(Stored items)
===============
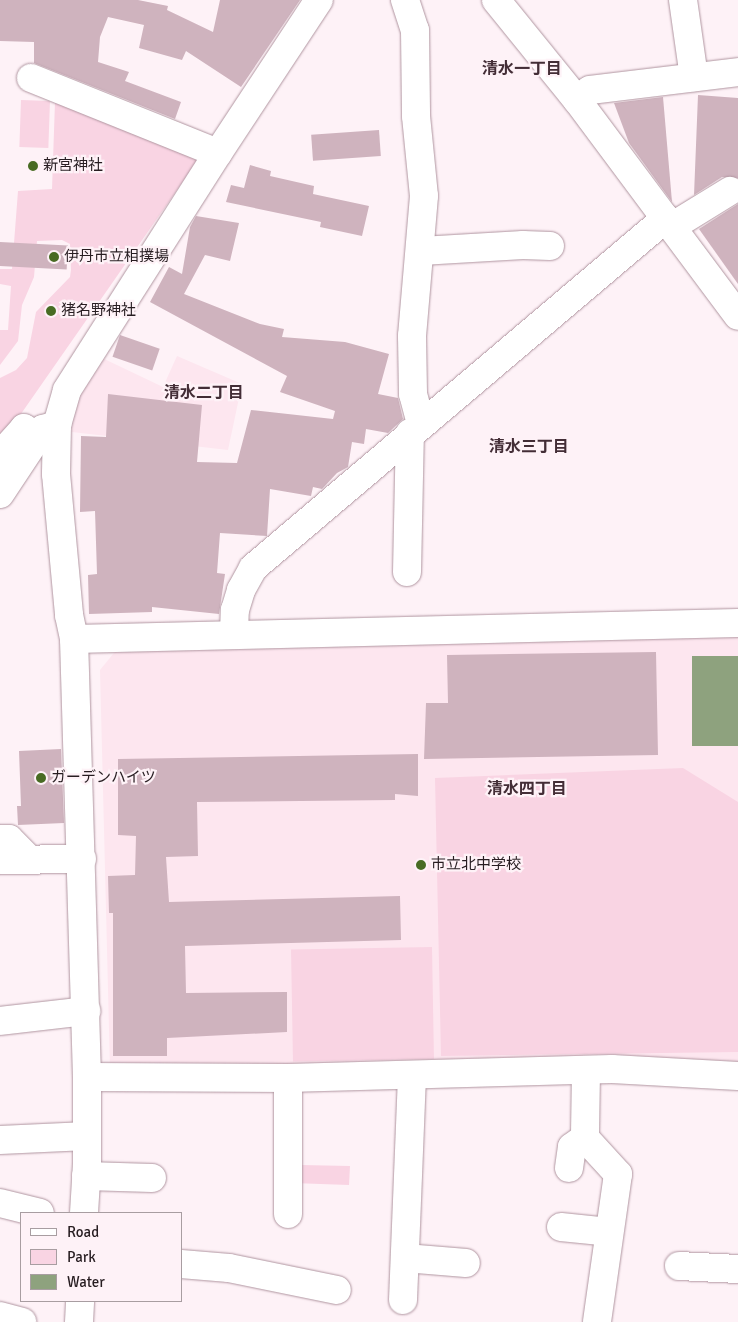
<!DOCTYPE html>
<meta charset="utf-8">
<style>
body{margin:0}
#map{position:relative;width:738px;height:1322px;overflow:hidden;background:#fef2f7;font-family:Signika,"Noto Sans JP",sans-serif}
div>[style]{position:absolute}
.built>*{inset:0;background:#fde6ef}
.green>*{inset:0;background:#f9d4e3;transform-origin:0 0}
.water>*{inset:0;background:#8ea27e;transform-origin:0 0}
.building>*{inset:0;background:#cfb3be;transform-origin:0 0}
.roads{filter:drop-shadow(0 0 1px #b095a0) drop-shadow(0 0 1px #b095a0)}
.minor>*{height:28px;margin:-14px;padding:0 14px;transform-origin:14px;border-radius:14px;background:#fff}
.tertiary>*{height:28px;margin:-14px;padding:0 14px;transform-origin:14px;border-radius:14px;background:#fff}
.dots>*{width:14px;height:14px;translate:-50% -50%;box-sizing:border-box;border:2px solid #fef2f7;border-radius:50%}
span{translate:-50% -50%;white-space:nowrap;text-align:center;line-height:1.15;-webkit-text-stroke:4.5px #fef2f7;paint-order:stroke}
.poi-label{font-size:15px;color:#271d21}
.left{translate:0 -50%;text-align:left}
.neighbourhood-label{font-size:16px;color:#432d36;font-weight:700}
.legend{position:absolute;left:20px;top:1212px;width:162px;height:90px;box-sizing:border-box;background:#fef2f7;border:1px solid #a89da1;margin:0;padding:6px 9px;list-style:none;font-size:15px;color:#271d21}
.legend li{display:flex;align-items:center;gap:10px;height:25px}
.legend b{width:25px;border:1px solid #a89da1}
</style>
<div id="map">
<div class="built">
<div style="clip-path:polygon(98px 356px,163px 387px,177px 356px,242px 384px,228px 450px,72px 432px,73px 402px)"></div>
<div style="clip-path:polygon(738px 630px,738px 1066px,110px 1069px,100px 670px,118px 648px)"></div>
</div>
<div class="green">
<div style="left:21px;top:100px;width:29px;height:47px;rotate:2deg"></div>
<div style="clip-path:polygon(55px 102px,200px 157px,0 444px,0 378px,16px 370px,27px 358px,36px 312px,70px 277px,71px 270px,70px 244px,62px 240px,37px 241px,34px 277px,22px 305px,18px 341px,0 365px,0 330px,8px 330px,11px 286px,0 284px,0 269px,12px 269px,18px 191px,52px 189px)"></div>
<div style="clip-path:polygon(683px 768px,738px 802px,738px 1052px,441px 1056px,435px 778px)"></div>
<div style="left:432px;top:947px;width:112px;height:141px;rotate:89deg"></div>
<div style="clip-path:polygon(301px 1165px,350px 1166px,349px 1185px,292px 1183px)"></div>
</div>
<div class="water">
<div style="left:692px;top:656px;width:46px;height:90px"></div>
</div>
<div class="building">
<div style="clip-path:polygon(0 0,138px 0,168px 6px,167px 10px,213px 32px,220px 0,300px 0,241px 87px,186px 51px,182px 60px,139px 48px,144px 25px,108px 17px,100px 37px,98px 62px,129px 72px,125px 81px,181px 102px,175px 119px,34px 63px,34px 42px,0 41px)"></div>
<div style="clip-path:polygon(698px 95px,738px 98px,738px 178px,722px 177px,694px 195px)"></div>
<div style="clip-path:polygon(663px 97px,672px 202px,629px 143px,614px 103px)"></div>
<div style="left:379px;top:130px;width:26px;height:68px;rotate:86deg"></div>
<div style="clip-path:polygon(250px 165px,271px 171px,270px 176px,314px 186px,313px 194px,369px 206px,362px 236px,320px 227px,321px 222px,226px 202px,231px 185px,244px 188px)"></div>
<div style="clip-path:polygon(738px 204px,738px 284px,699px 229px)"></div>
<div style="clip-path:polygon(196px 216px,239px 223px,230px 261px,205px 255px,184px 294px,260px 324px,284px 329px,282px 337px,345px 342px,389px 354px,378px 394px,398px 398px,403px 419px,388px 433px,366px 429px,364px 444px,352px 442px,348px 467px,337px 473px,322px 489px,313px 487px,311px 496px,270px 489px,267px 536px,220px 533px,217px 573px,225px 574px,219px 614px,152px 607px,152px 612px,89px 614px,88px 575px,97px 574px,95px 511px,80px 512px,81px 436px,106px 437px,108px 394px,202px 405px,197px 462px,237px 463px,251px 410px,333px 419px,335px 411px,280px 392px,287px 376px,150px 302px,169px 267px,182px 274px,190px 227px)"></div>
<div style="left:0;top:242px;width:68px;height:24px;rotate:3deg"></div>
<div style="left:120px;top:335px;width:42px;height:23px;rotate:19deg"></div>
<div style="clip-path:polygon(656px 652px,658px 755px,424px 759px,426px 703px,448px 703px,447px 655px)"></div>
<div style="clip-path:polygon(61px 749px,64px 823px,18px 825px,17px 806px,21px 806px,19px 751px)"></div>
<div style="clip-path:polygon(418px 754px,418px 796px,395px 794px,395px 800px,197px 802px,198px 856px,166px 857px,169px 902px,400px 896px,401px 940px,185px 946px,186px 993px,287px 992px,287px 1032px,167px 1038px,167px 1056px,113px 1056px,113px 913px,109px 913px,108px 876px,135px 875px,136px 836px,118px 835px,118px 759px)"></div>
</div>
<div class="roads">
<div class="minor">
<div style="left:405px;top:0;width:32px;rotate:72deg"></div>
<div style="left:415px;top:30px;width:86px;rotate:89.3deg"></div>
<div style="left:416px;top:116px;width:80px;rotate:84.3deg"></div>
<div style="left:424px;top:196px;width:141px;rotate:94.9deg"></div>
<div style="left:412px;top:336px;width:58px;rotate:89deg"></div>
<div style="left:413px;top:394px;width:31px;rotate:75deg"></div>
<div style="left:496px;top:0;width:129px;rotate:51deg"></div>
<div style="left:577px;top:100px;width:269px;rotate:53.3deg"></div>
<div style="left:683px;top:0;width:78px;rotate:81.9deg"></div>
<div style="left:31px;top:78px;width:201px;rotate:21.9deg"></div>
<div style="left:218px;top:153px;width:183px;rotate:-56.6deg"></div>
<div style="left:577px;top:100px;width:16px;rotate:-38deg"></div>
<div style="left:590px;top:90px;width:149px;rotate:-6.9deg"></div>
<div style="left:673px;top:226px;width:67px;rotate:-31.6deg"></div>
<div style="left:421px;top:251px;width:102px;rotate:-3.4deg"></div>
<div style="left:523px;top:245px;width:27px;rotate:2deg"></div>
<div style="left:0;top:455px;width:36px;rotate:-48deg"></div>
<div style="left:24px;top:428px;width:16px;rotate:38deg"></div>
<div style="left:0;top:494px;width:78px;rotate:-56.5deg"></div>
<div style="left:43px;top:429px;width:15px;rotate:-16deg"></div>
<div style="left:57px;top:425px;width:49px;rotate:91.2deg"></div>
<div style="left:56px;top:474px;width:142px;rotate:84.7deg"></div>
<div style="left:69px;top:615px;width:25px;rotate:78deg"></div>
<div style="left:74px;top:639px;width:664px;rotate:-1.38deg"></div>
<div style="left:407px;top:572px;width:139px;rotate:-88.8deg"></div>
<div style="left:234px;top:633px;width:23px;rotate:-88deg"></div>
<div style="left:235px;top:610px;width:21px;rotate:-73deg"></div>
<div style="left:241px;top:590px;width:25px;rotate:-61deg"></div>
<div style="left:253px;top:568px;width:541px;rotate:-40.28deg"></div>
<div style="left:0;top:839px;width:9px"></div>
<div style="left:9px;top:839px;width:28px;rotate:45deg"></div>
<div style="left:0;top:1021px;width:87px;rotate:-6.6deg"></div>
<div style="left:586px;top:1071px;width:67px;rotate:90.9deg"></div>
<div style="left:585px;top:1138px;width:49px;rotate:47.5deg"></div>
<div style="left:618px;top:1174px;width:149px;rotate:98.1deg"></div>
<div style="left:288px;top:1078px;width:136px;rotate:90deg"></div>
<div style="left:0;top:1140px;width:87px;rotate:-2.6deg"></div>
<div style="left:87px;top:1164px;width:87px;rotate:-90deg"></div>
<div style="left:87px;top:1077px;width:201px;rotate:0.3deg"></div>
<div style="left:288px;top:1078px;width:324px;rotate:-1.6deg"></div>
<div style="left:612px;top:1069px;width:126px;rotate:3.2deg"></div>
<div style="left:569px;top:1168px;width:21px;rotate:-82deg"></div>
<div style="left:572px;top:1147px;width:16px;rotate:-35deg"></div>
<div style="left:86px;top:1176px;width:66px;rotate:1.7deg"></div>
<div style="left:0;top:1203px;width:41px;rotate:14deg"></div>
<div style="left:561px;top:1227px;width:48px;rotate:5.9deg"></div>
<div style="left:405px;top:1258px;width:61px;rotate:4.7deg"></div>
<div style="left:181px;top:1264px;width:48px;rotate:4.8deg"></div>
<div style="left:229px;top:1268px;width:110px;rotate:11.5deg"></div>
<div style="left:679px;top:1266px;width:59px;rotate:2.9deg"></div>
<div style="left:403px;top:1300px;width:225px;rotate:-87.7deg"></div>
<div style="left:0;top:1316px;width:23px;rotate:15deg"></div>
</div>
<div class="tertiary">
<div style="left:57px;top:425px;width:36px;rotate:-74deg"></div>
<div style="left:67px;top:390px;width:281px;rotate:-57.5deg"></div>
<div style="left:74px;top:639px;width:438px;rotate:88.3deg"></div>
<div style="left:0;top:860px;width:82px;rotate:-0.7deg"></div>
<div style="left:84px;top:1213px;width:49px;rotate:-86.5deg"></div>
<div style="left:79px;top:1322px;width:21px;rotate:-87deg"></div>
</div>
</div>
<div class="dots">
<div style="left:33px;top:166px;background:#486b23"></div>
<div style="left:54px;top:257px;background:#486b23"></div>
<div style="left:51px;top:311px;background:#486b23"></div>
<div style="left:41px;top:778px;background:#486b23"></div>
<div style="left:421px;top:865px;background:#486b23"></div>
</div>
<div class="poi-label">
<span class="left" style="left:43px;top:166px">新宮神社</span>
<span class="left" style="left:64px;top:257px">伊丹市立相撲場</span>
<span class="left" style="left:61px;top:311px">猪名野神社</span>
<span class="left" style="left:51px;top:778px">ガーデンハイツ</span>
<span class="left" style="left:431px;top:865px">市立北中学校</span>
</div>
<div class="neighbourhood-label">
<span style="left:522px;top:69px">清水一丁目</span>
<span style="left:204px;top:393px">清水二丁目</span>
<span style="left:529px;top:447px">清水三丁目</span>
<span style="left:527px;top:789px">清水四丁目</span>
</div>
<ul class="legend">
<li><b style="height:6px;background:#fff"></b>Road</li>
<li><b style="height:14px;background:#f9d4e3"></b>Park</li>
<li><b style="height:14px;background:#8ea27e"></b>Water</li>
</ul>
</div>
===============
#### [BRIEF]
A single number is required: the count of lines in the entries that include the word "green".

#### [EXERCISE RESULT]
2